MAN OF THE HOUSE
by Robert A. Nowotny
MAN OF THE HOUSE is the first film in cinema history shot in
“Bevo-vision”. Yes, for the first time ever
the University of Texas at Austin has given Hollywood filmmakers
full and unrestricted use of the college's name, facilities,
uniforms and traditions. Alas, too bad they selected this
particular production to do so.
To begin with, the screenplay is so poorly constructed the 1999
Texas A&M Bonfire looks good in comparison. Meandering
more than a lazy float down the Guadeloupe River in August, the
underlying story misfires on almost every occasion. Too bad
Charles Whitman wasn't available to help.
It is obvious the studio knew they had a mess on their hands
since the initial theatrical release received about as much
fanfare as this year's Baylor University football recruiting
class. I cannot help but wonder if some of the Asian-born Sony
Executives found their faces turning Burnt Orange in
embarrassment. Most perplexing of all are the scenes with Cedric
the Entertainer. They are as out of place as Bob Stoops having
dinner at Threadgills.
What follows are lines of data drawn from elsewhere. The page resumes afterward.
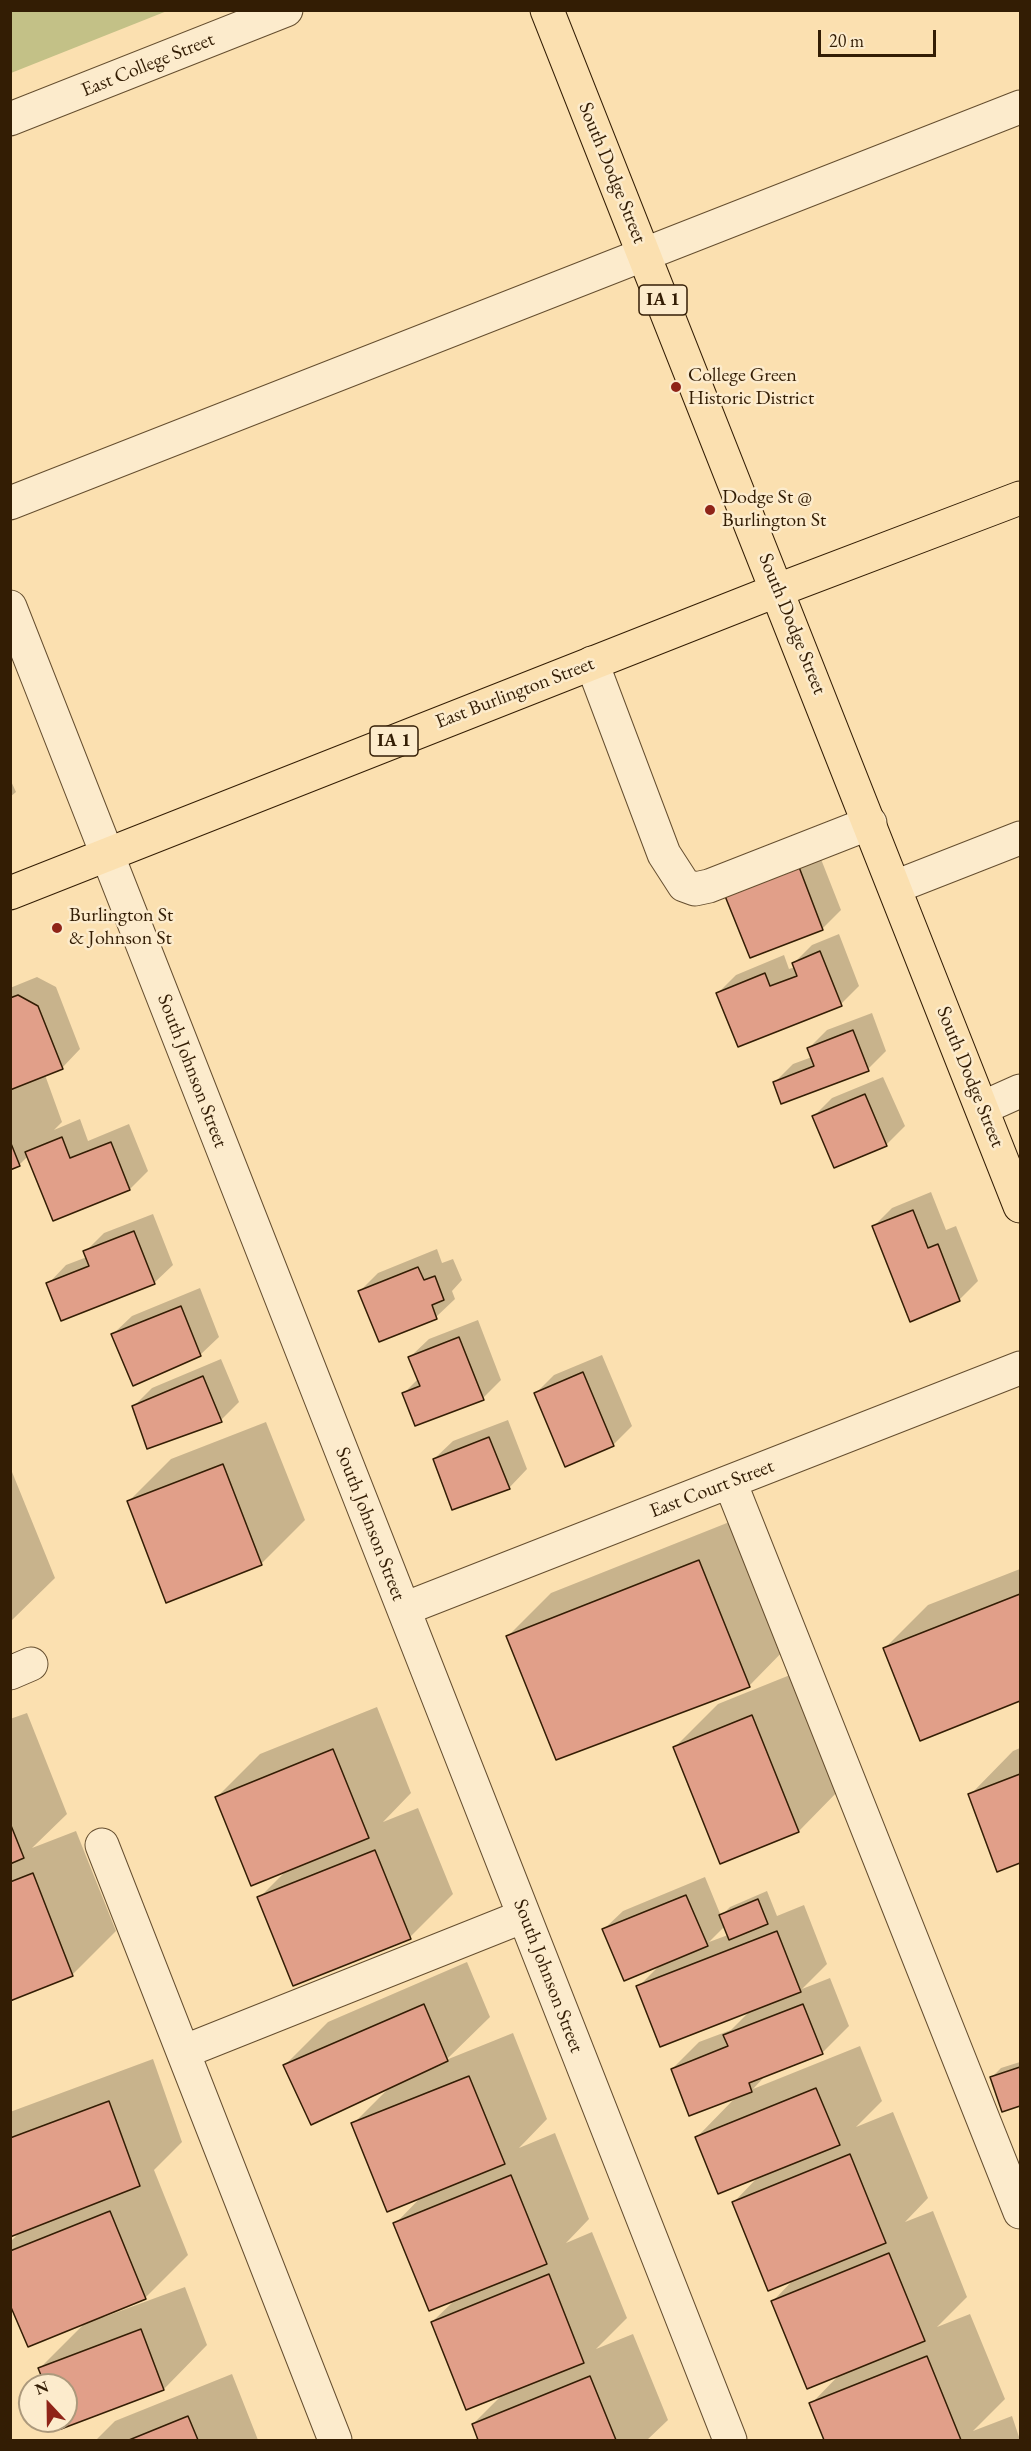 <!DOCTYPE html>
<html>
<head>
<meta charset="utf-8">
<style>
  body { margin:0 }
  #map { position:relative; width:1031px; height:2451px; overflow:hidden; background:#fbe0b0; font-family:"EB Garamond",serif }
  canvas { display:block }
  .frame { position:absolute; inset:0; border:12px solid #331d04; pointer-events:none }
  .north { position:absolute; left:18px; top:2373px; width:60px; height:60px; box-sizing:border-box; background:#fcebcc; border:2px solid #ac997c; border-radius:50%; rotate:338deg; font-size:16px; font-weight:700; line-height:24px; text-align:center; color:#331d04 }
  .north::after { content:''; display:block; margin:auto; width:21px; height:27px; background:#8f2418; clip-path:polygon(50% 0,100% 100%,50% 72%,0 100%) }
  .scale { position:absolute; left:818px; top:30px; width:118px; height:27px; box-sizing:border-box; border:3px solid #331d04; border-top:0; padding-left:8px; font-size:18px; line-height:21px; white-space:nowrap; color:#331d04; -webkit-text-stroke:4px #fcebcc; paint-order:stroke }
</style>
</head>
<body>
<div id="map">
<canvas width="1031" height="2451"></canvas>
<div class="frame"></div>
<div class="north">N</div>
<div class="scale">20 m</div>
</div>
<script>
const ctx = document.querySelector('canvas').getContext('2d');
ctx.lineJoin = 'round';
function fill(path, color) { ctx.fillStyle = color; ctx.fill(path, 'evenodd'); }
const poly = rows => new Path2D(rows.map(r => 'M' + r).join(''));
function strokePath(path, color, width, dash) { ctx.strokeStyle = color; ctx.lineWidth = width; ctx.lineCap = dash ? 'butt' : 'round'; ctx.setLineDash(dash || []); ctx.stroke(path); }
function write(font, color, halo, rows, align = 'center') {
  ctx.font = font + ' "EB Garamond",serif'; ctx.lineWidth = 5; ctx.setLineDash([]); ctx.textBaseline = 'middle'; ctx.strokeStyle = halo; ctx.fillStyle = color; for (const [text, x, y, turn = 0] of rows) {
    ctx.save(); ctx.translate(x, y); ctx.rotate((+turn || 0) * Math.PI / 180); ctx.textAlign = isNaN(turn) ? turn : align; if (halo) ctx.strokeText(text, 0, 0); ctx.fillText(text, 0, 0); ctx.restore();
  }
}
const green = poly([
  [11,10,167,10,167,11,11,73]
]);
const shadow = poly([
  [10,779,16,792,10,797],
  [817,849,841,910,823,928,751,956,727,896],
  [839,934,859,986,841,1004,718,993,736,975,784,955,789,969,795,967,794,963,812,945],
  [37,977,56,987,80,1049,62,1068,45,1075,62,1122,54,1130,80,1119,88,1141,129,1124,148,1171,130,1189,28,1156,19,1165,10,1168,10,988],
  [872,1013,886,1051,868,1069,774,1083,793,1064,812,1057,809,1048,827,1030],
  [883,1077,905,1126,886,1145,814,1116,832,1098],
  [931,1192,946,1230,956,1226,978,1281,959,1300,873,1227,892,1208],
  [153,1214,173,1265,154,1283,48,1284,66,1265,87,1257,85,1252,104,1233],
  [437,1249,442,1263,453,1259,462,1280,452,1291,455,1299,436,1317,360,1291,378,1273],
  [200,1288,219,1337,200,1355,113,1334,132,1316],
  [478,1320,501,1380,483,1398,404,1393,418,1379,410,1357,429,1339],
  [602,1355,632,1426,613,1445,536,1393,554,1375],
  [221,1359,239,1402,221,1420,133,1407,152,1388],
  [508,1420,527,1469,509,1488,434,1459,453,1441],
  [266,1422,305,1520,262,1563,167,1601,128,1502,171,1459],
  [10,1467,55,1578,10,1622],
  [742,1517,792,1642,749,1686,508,1636,551,1593],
  [1020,1569,1020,1700,921,1739,885,1648,928,1605],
  [795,1673,842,1787,799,1831,721,1862,675,1747,718,1704],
  [377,1707,411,1793,383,1822,418,1808,453,1894,410,1937,259,1898,287,1870,217,1797,260,1754],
  [27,1713,67,1814,32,1848,76,1831,116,1931,73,1974,10,1999,10,1719],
  [1020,1748,1020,1861,998,1870,970,1795,1013,1751],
  [705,1877,721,1916,730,1907,767,1891,777,1916,804,1905,827,1964,802,1989,830,1978,849,2026,822,2053,767,2074,753,2089,860,2046,882,2101,856,2127,893,2112,928,2198,905,2222,933,2211,967,2297,937,2327,970,2314,1005,2399,973,2431,1012,2416,1020,2440,826,2440,811,2404,841,2373,773,2301,796,2277,734,2202,759,2176,697,2137,738,2095,672,2069,699,2042,731,2030,751,2010,638,1987,661,1964,604,1929,623,1911],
  [725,1926,728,1935,709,1942],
  [467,1962,490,2017,446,2060,513,2033,547,2119,519,2148,555,2133,589,2219,566,2243,592,2232,627,2318,596,2349,633,2334,668,2420,647,2440,480,2440,473,2424,504,2393,432,2322,456,2299,395,2224,423,2195,353,2124,390,2087,285,2065,328,2022],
  [153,2059,182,2142,154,2170,188,2255,145,2298,103,2315,104,2317,185,2287,207,2345,164,2389,62,2427,60,2421,66,2421,66,2385,46,2385,40,2368,87,2321,10,2301,10,2242,21,2231,10,2236,10,2112],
  [1020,2062,1020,2105,1003,2110,992,2077,1001,2068],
  [232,2374,258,2440,96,2440,115,2421]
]);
const building = poly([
  [799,867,823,930,750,958,725,896,799,867],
  [820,951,842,1006,738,1047,716,993,765,973,770,986,797,976,792,963,820,951],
  [18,995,38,1006,63,1069,10,1090,10,998,18,995],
  [853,1030,869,1071,781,1104,773,1082,814,1066,807,1048,853,1030],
  [865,1094,887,1146,834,1168,812,1116,865,1094],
  [62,1137,70,1158,111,1142,130,1190,53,1221,25,1152,62,1137],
  [10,1141,20,1166,10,1170,10,1141],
  [913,1210,928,1248,938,1244,960,1301,910,1322,872,1226,913,1210],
  [134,1231,155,1284,61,1321,46,1283,89,1266,83,1251,134,1231],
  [418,1267,424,1280,435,1276,444,1300,432,1305,437,1319,379,1342,358,1291,418,1267],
  [181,1306,201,1356,133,1386,111,1334,181,1306],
  [459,1337,484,1400,415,1426,402,1393,420,1386,408,1357,459,1337],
  [583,1372,614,1446,565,1467,534,1393,583,1372],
  [203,1376,222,1422,147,1449,132,1406,203,1376],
  [489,1437,510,1489,452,1510,433,1459,489,1437],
  [223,1464,262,1565,166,1603,127,1501,223,1464],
  [699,1560,750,1687,556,1760,506,1636,699,1560],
  [1020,1594,1020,1701,920,1741,883,1648,1020,1594],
  [752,1715,799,1832,720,1864,673,1747,752,1715],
  [333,1749,369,1838,251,1886,215,1797,333,1749],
  [1020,1774,1020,1863,997,1872,968,1794,1020,1774],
  [10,1823,24,1858,10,1864,10,1823],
  [375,1850,411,1939,293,1986,257,1897,375,1850],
  [33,1873,73,1976,10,2001,10,1882,33,1873],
  [686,1895,708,1946,624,1981,602,1929,686,1895],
  [758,1899,768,1924,729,1940,719,1915,758,1899],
  [777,1931,801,1992,660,2047,636,1986,777,1931],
  [424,2004,448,2061,311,2125,283,2065,424,2004],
  [803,2004,823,2054,749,2083,752,2092,689,2116,671,2069,728,2046,723,2035,803,2004],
  [1020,2067,1020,2106,1002,2112,990,2077,1020,2067],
  [469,2076,505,2164,387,2212,351,2123,469,2076],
  [816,2088,840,2145,718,2194,695,2137,816,2088],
  [109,2101,140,2186,10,2237,10,2138,109,2101],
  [850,2154,886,2243,768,2291,732,2202,850,2154],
  [511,2175,547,2264,429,2311,393,2223,511,2175],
  [110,2211,146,2299,28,2347,10,2305,10,2251,110,2211],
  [889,2253,925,2341,807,2389,771,2301,889,2253],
  [549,2274,584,2363,466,2410,431,2322,549,2274],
  [141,2329,164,2390,61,2429,58,2421,66,2421,66,2385,45,2385,38,2368,141,2329],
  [927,2356,961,2440,824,2440,809,2403,927,2356],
  [590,2376,616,2440,478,2440,472,2424,590,2376],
  [188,2416,198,2440,129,2440,188,2416]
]);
const minor = poly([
  [10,119,286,10],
  [10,503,1020,107],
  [10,607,730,2440],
  [592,663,664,854,684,885,695,889,709,886,870,823],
  [895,887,1020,838],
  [982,1108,1020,1091],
  [730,1482,1020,2212],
  [404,1609,1020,1368],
  [10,1673,31,1664],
  [102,1845,335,2440],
  [183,2052,524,1916]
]);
const major = poly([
  [547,10,1020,1206],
  [10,893,778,590,1020,498]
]);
const markers = [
  [676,387,6,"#8f2418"],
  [710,510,6,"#8f2418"],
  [57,928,6,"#8f2418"]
];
const shields = [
  [663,300,48],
  [394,741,48]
];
const shieldNames = [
  ["IA 1",663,300],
  ["IA 1",394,741]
];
const streetNames = [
  ["East College Street",148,65,-22],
  ["South Dodge Street",612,173,68],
  ["South Dodge Street",792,624,68],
  ["East Burlington Street",515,693,-21],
  ["South Johnson Street",192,1071,69],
  ["South Dodge Street",970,1077,68],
  ["East Court Street",712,1489,-21],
  ["South Johnson Street",370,1524,69],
  ["South Johnson Street",548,1976,69]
];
const poiNames = [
  ["College Green",688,376],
  ["Historic District",688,399],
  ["Dodge St @",722,498],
  ["Burlington St",722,521],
  ["Burlington St",69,916],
  ["& Johnson St",69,939]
];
fill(green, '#c3c187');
fill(shadow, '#0003');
fill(building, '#e19f89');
strokePath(building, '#331d04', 1.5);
strokePath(minor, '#654e2f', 35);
strokePath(major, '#331d04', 35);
strokePath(minor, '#fcebcc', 33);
strokePath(major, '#fbe0b0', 33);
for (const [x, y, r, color] of markers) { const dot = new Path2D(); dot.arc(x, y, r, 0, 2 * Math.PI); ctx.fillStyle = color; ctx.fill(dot); strokePath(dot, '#fcebcc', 2); }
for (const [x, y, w] of shields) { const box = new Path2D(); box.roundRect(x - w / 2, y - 15, w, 30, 4.5); ctx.fillStyle = '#fcebcc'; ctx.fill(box); strokePath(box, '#331d04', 1.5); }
write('bold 18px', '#331d04', null, shieldNames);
write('20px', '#331d04', '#fcebcc', streetNames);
write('20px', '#331d04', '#fcebcc', poiNames, 'left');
</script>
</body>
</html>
There's also a scene where the long arm of
the law retrieves a cell phone from the business end of one of
Bevo's cousins that is questionable at best. Thank God this film
wasn't shot in 3-D.
Tommy Lee Jones plays a Texas Ranger (the law enforcement kind,
not the steroid-addicted kind) who must housesit five incredibly
sassy-but-oh-so-alluring Longhorn cheerleaders. One of the
remarkable things about MAN OF THE HOUSE is that
testosterone-oozing Tommy Lee never seems to be even remotely
aroused while literally surrounded by this bevy of beguiling
beefcakes. My guess is that craft service kept copious quantities
of saltpeter on hand.
To be fair, Tommy Lee's deadpan demeanor and the curvy cuties'
eye candy combine for a number of entertaining moments. With
bellies flatter than Lubbock, this quintet of coed quintessence
declare, “We must maintain navel visibility”.
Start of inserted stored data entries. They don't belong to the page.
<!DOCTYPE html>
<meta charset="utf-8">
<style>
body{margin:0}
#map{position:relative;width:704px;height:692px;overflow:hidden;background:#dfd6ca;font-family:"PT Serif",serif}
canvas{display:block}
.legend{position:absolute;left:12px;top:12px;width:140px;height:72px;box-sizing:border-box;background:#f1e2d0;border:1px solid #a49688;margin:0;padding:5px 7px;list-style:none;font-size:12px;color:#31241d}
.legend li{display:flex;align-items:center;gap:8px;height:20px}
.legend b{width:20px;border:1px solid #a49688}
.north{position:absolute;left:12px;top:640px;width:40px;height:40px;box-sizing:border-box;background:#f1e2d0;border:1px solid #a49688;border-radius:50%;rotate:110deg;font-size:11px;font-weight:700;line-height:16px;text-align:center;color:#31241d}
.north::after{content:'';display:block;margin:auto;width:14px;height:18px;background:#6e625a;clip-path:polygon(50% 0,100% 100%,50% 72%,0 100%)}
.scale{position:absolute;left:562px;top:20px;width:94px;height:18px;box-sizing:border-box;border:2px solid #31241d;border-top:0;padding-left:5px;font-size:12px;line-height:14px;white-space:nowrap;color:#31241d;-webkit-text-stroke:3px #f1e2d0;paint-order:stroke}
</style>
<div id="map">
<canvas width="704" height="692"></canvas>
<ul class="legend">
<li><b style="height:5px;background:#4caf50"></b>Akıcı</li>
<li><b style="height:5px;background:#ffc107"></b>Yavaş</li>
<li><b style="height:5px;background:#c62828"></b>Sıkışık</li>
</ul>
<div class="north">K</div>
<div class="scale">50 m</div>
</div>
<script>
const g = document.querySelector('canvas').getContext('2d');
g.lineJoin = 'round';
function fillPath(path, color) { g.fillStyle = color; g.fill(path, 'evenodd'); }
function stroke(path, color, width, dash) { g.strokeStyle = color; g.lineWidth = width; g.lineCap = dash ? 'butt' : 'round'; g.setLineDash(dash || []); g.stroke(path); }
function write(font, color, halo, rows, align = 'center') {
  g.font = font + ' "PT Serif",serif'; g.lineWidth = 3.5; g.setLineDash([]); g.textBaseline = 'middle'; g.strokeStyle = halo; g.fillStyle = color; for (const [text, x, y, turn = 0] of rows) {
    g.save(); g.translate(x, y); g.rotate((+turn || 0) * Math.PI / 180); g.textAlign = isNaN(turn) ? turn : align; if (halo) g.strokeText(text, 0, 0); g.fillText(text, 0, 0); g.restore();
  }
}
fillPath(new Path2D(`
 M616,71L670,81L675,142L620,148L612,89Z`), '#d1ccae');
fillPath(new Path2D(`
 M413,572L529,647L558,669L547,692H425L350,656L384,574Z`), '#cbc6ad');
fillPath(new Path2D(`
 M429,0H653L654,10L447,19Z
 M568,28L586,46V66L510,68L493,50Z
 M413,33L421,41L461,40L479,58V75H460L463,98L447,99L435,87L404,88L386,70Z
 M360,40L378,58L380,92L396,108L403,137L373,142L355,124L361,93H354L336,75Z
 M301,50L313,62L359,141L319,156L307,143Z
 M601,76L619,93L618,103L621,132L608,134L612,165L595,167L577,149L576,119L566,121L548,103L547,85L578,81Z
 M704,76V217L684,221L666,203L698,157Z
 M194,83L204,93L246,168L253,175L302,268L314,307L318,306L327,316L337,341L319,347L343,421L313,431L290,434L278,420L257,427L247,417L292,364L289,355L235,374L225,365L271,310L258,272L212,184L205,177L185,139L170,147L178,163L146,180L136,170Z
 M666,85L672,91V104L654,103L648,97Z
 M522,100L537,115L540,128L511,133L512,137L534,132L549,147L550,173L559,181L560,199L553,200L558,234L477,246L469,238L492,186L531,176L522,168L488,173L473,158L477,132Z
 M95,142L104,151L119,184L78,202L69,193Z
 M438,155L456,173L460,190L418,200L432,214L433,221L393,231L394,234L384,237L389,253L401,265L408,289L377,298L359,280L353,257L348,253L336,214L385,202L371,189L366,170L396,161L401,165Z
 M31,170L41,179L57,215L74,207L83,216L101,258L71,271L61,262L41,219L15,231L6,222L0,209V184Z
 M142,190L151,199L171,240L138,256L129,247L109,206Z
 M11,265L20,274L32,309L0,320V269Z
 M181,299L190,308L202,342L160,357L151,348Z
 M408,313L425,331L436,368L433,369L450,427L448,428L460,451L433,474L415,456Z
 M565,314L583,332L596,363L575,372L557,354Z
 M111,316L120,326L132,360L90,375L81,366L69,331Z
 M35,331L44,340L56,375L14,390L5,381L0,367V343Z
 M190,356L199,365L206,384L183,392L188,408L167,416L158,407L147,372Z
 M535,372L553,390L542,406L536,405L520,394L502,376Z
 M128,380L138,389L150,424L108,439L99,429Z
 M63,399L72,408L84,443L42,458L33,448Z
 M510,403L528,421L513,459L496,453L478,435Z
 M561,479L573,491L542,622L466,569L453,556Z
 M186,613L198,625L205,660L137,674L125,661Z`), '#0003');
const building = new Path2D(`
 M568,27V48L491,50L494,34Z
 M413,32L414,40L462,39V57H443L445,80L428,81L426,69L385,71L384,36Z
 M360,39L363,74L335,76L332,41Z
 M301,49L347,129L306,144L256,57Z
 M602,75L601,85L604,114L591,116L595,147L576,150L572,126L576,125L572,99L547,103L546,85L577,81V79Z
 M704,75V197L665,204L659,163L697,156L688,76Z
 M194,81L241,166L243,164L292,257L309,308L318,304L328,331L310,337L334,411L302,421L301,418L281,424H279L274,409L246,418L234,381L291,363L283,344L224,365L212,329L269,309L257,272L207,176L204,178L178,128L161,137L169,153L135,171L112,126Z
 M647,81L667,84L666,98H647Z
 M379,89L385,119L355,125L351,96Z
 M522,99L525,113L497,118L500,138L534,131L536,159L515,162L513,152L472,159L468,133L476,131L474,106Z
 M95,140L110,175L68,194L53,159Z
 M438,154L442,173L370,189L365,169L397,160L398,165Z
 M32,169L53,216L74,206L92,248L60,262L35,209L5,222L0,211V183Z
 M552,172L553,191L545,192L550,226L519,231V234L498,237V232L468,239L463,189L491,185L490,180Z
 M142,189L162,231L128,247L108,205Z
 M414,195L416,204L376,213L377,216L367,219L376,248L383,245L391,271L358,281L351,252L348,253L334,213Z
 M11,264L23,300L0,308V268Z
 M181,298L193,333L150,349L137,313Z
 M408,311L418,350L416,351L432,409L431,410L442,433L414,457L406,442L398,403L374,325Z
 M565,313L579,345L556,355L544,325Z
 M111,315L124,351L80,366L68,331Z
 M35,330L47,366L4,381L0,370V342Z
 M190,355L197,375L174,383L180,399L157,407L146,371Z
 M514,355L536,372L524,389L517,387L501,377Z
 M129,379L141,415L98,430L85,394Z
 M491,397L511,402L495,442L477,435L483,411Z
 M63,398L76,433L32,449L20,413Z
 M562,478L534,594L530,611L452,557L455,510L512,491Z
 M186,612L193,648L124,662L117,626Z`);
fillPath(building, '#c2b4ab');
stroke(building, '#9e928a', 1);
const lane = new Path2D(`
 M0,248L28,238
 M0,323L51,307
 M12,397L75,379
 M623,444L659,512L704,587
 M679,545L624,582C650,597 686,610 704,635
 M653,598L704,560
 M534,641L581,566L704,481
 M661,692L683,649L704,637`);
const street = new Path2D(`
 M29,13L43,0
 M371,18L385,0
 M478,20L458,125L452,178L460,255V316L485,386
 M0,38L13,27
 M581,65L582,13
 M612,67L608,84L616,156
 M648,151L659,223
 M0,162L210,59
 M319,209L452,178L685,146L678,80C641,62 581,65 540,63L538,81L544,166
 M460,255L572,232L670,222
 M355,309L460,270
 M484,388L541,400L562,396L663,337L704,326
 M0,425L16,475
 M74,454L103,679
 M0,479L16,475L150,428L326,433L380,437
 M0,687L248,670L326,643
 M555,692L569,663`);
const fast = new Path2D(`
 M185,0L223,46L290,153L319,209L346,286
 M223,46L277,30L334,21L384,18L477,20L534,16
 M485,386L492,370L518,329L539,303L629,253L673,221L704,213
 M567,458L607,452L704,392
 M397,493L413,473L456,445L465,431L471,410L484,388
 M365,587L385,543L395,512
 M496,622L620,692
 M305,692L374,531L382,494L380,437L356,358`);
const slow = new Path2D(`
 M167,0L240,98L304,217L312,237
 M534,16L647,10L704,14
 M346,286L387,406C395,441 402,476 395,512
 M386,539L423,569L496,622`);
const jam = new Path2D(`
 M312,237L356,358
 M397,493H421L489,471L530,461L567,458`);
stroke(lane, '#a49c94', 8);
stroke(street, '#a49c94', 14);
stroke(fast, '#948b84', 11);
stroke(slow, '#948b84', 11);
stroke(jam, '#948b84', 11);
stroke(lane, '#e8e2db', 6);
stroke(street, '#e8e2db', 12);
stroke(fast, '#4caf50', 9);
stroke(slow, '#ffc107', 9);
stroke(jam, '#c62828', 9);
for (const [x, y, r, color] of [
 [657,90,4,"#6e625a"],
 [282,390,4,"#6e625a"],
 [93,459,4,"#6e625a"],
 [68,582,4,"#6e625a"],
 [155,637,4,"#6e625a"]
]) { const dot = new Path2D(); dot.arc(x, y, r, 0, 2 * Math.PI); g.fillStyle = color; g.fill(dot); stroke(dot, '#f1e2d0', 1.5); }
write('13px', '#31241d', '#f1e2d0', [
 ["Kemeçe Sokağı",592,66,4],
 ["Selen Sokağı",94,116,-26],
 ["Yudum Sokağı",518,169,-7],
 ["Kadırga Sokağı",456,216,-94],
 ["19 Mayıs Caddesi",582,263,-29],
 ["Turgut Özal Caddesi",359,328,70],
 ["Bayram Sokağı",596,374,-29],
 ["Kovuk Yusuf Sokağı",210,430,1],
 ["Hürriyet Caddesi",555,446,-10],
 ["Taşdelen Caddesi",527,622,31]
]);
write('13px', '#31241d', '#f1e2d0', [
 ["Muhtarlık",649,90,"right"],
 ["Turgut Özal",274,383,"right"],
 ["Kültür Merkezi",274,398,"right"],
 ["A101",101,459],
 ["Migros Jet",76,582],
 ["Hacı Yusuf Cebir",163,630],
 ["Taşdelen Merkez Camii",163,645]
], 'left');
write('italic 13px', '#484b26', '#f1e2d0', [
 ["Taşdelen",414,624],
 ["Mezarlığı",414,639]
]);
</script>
While this line of dialogue sounds like the President describing
the presence of the U.S. Navy's Eighth Fleet in the Mediterranean,
I, for one, am glad they succeed in doing so throughout the
97-minute running time. Without question, every one of these five
nubile young actresses is as tasty as the cheese enchiladas at El
Patio.
On a personal note, the multitude of Austin locations and campus
sites brought back fond memories of my own glorious days chasing
young twenty somethings at the old Forty Acres. Director Steve
Herek also attended the University of Texas at Austin, but
apparently he did not graduate. Chalk one up for UT maintaining a
modicum of academic standards.
MAN OF THE HOUSE is by no means the worst film of the year, nor
is it anywhere close to being the best. In the final analysis I
find it to be the cinematic equivalent to having a blind date with
a Gamma Phi Beta. You know you aren't at the top of the heep, but
there can be some fun moments along the way.